According to a new Ball State University study that I just read about online, teachers in the US are among the sleep-deprived and admit to being "impaired" in the classroom. The total cost of this deprivation across the US (not just among teachers) is estimated to be $100 billion annually from workplace accidents, decreased productivity, and absenteeism. Yes, that's billion with a B. Where's the bailout plan for that?
Teachers Are Just as Tired As Students
What this study really says is that teachers are equally at risk as the rest of us for losing sleep, and losing productivity and mental clarity with it.
Their students may go home at 3, but teachers have plenty on their plates to keep them up at night and pushing past their bedtimes (even the biology teachers who should know the value of a good night's rest). They've got papers to grade, lessons to plan, "problem" kids to worry about, and their own personal lives to deal with.
Nearly 45 percent of teachers work part-time jobs to pay the bills. (I was surprised to learn this, but that also includes after-school coaching.) And the study revealed that about 43 percent sleep an average of 6 hours or less each night. Yikes. And about 64 percent say they feel drowsy during the school day. I guess they actually do have something in common with students. Now that explains why your kid says Mrs. Robinson is always so cranky!
Makes you wonder how all this sleep-deprivation affects our children's learning potential, not to mention their supervision.
Is There a Solution?
I think this recent study at least makes us all more aware of the problem. But we have to begin to devise programs that bring sleep to the forefront of priorities.
Do "wellness programs," for example, at schools include the teachers? Can they create wellness programs specifically for the faculty and their unique issues? And will they highlight the need for sufficient sleep? Health programs at schools often regurgitate the same old same old: eat well, exercise, and practice good hygiene (and in some instances, depending on grade level and religious affiliation or not, practice safe sex).
I'd like to see sleep establish a more prominent place in the conversation... and direct one conversation to the student body and another to the faculty and staff. The take-home message would be the same (get restful sleep regularly), but the strategies would be tailored to each group of people. A student's sleep habits (and reasons for being sleep-deprived) won't necessarily be the same as those for his teachers.
5 Ways to Take the Tired Out of the Teacher
- Set a bedtime and stick to it. If you haven't graded all of your papers yet, save them for the morning or hand them back to students a day later.
- Be choosy about which part-time job you do, if any. If working from 3 PM to 9 PM doing something else is barely paying the bills (and wearing you thin), it may be time to re-evaluate what you're doing.
- Maximize the time you have to yourself during the day... such as at lunch, in between classes, or when the kids are at recess. Maybe use this time to do some deep breathing or have a 20-minute nap (no work!).

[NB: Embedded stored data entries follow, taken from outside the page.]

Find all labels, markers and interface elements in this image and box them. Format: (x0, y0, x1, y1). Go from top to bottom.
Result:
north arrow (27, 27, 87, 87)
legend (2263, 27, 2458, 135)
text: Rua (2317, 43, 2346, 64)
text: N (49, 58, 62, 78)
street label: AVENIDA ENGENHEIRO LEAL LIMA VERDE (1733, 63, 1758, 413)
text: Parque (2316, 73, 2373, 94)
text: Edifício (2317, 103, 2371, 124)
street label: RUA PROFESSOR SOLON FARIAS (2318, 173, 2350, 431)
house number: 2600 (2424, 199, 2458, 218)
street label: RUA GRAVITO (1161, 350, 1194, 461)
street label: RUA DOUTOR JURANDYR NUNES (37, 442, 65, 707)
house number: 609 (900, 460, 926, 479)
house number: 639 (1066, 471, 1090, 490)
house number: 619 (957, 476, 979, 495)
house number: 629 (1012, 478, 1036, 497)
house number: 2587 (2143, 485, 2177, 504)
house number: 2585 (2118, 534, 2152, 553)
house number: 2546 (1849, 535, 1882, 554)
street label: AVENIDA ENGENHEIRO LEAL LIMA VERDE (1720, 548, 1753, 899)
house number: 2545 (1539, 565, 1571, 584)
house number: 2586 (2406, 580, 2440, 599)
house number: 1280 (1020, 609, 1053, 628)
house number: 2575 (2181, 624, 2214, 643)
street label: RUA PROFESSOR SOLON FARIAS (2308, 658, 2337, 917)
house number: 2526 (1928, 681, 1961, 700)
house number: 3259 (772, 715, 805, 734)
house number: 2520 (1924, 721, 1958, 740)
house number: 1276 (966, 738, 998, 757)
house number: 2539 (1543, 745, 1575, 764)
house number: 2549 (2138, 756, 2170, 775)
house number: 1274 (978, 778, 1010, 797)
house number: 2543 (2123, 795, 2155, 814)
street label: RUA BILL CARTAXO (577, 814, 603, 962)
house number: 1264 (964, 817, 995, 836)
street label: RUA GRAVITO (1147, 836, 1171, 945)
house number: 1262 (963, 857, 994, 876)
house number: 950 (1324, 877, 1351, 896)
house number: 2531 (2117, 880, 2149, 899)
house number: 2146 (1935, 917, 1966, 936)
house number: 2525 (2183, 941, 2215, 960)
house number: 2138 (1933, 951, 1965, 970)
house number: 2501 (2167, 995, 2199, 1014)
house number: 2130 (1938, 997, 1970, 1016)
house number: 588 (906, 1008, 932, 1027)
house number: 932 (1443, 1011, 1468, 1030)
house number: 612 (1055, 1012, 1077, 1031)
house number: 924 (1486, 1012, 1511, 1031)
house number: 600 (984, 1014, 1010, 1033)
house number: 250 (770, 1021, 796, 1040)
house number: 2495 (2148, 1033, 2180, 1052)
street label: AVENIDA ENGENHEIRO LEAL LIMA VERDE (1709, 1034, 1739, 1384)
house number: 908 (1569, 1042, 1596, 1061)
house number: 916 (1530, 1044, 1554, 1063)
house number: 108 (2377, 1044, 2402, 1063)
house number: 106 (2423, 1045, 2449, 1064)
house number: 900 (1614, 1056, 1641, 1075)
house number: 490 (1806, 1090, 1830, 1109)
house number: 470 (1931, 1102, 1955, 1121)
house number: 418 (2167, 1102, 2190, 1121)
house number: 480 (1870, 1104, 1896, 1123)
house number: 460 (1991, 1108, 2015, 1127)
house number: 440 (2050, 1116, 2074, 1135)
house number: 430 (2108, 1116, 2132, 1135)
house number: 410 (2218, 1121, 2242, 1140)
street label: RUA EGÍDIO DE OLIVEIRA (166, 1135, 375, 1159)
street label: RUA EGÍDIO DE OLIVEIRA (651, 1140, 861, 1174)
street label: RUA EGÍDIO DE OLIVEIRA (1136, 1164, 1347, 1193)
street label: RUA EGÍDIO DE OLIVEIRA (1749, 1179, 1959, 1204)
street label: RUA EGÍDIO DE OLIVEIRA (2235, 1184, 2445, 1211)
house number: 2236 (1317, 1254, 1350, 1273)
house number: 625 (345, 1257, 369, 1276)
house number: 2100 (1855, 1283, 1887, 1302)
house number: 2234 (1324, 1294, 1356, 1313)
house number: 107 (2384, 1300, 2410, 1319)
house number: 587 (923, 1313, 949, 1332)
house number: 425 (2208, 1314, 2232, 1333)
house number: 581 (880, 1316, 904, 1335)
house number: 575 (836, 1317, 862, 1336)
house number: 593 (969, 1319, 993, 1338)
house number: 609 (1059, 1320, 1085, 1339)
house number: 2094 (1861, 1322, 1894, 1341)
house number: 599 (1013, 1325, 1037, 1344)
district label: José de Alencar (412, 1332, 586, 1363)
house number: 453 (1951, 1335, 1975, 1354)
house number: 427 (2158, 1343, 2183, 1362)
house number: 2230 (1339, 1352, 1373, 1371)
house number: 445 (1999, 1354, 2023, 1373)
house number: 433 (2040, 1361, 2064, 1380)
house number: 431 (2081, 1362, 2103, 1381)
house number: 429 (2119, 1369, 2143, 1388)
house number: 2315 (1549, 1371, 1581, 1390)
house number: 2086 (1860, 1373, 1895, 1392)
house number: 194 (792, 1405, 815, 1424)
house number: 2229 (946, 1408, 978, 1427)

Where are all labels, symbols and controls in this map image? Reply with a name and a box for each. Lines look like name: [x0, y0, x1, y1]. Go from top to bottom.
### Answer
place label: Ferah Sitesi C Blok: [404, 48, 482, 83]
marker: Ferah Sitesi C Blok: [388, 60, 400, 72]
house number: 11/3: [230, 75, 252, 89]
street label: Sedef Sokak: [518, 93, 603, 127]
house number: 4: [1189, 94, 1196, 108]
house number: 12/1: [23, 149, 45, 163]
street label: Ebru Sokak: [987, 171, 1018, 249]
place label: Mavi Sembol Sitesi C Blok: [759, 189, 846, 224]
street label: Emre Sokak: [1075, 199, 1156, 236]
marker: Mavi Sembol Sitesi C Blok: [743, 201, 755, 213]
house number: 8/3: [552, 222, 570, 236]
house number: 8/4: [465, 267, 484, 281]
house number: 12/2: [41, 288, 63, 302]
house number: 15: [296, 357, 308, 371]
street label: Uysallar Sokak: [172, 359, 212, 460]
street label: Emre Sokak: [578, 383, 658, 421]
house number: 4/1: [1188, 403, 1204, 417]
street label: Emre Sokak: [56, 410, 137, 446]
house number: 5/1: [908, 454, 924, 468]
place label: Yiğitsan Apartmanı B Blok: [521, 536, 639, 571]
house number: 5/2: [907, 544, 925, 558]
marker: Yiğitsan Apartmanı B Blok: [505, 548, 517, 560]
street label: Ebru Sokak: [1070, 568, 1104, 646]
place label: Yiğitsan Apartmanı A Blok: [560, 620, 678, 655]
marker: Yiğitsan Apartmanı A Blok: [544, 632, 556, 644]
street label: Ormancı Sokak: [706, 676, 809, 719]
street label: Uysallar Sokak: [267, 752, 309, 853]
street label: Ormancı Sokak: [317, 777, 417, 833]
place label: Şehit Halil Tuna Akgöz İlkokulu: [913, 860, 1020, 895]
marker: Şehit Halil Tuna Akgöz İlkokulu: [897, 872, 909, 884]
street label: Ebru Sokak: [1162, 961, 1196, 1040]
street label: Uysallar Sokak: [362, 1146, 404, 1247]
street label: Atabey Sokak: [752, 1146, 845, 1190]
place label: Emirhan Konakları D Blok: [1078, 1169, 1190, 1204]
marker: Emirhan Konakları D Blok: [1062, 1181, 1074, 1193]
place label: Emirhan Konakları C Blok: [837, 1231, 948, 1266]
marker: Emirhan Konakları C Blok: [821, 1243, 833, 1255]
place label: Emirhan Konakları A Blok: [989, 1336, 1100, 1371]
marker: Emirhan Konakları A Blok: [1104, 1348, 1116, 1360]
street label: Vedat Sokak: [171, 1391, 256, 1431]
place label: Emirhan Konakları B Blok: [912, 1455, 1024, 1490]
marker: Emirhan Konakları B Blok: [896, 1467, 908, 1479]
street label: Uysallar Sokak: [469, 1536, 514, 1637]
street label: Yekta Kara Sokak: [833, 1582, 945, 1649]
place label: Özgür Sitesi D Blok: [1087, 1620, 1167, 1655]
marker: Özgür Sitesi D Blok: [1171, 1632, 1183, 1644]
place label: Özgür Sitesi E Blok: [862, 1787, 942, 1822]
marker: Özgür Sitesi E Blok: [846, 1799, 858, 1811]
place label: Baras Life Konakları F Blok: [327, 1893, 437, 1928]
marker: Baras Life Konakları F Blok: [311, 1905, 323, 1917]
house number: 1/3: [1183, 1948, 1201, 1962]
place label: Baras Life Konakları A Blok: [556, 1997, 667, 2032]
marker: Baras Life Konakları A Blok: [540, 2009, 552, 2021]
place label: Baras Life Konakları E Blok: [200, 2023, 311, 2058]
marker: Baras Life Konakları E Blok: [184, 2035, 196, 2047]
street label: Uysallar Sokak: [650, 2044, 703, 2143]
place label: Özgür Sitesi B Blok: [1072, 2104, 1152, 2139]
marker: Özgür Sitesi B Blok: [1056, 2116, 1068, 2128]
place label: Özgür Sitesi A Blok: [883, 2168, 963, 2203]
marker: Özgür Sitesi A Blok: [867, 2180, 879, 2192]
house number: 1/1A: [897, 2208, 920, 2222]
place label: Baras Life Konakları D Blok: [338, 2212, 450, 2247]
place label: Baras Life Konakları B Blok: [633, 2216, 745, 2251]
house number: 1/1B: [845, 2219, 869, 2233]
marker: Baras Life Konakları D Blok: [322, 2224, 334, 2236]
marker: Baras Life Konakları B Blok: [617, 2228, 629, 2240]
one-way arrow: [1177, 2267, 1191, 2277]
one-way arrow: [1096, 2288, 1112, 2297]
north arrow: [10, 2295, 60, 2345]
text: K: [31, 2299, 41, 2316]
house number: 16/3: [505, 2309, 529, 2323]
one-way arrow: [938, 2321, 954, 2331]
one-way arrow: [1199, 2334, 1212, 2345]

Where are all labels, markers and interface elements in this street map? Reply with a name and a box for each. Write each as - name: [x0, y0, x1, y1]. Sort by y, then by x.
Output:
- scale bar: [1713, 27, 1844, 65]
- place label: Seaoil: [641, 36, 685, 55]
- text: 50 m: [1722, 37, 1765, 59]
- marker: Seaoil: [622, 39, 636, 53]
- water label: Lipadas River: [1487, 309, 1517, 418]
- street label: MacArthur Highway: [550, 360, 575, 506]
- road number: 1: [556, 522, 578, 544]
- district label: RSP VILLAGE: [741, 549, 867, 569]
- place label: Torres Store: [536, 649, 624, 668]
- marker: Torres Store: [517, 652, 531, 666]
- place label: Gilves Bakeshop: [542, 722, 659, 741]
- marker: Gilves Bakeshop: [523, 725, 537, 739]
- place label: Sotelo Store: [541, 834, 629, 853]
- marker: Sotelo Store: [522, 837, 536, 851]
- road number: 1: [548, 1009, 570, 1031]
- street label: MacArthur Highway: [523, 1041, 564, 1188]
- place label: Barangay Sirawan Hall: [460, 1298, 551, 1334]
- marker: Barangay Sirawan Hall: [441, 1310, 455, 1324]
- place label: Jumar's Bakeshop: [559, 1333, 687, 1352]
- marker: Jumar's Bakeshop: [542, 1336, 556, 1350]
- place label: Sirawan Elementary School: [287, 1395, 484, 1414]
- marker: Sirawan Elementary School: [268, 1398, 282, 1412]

- If you use caffeinated beverages to get through your afternoons, see if you can cut back or switch to less caffeinated options after 2 pm. This means swapping out the Coke or Diet Coke for green or herbal tea. Don't fill your coffee cup up in the teacher's lounge either.
- Keep a journal by your bedside at night, where you can take notes and then set them aside. It's natural for teachers to experience insomnia if there are issues going on at school with certain students or other colleagues. An effective way to block the issues from the mind is to write them down with potential solutions and then close the journal up. You will tackle them the next day.
If every teacher got restful sleep regularly, imagine how much smarter our next generation could be. (And how hard it will be for our kids to fall asleep in class!)